The Zamalek art gallery is hosting an ongoing exhibition to celebrate the Ramses Wissa Wassef Art Center in Harraniya, Giza, by showcasing the tapestries made by its talented students.
Pure creativity was the ultimate target for Ramses Wissa Wassef, the pioneering midcentury Egyptian architect, when he founded his art centre in Harraniya, Giza in 1952. From there he helped young villagers learn how to express their imagination through intricate tapestries. Now, 46 tapestries from the art centre’s collection will be hosted at Ubuntu Art Gallery in Zamalek in an exhibition titled ‘Ramses Wissa Wassef – The School of Intrinsic Creativity’, showcasing the accomplishments of the Ramses Wissa Wassef Art Center’s students until June 21st.
Containing works spanning as far back as 1955, the exhibition will demonstrate how these weaves developed throughout the school’s 70 year journey. Wissa Wassef began working with children with the conviction that they were free spirited and more in touch with their imagination, envisioning a school that would develop these qualities and help build their confidence, skills and self-satisfaction.
That said, like every school, this one had rules. There was no criticism. At all. Children were never shown any drawings to be copied, and no other form of art was ever discussed.
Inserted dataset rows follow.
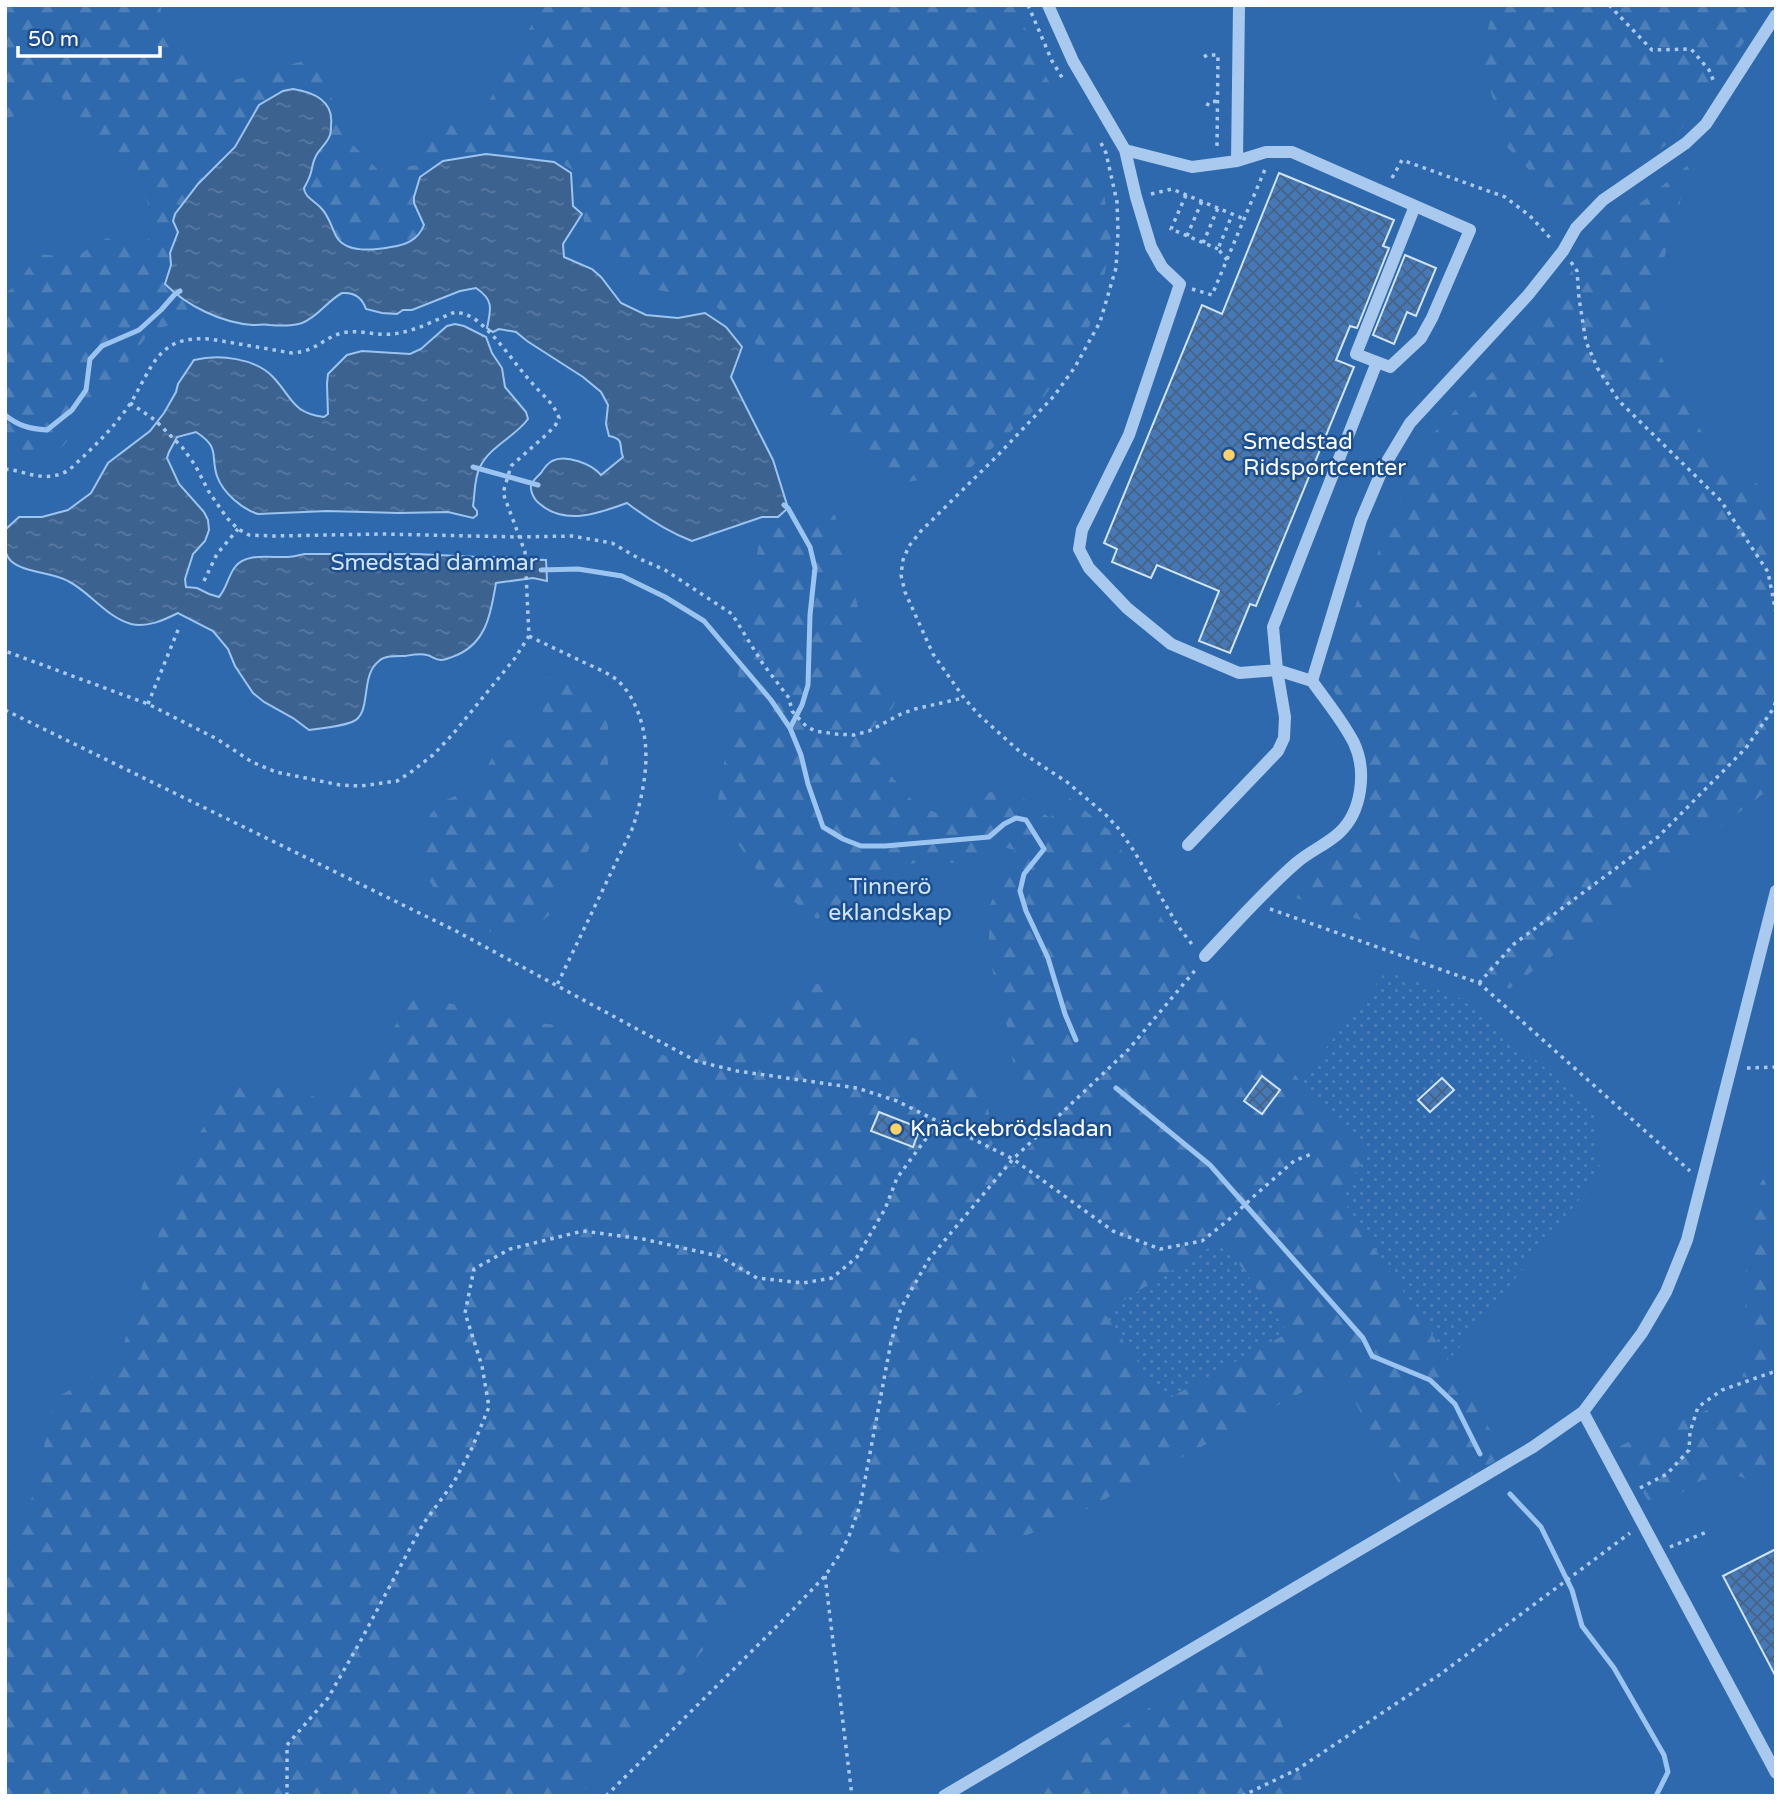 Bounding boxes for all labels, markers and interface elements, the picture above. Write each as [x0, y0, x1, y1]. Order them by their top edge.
scale bar [18, 14, 159, 58]
text: 50 m [28, 27, 79, 52]
place label: Smedstad Ridsportcenter [1243, 428, 1406, 482]
marker: Smedstad Ridsportcenter [1221, 447, 1237, 463]
park label: Smedstad dammar [330, 549, 538, 577]
park label: Tinnerö eklandskap [828, 873, 952, 927]
place label: Knäckebrödsladan [910, 1115, 1113, 1143]
marker: Knäckebrödsladan [888, 1121, 904, 1137]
In wanting to prove that artistic creativity is innate in everyone, Wissa Wassef ensured that the young artists never sketched or created any drafts. (And honestly, can you imagine working without drafts? Such discipline!)
You weave whatever vision you get, and through the process, you get to explore your own imagination by seeing it come to life. In a way, these tapestries on display in Zamalek are unfiltered portals into the minds of Egyptians.
Ubuntu Art Gallery will host Suzanne Wissa Wassef - the school’s director and eldest daughter of Ramses Wissa Wassef - on Wednesday, June 8th to hold a talk about the school and its journey. On Saturday, June 11th, the gallery will offer a trip to Wissa Wassef Art Centre, where you can see the tapestries being weaved with local sheep and Egyptian cotton, and learn how they get their colours from vegetables in the centre’s garden.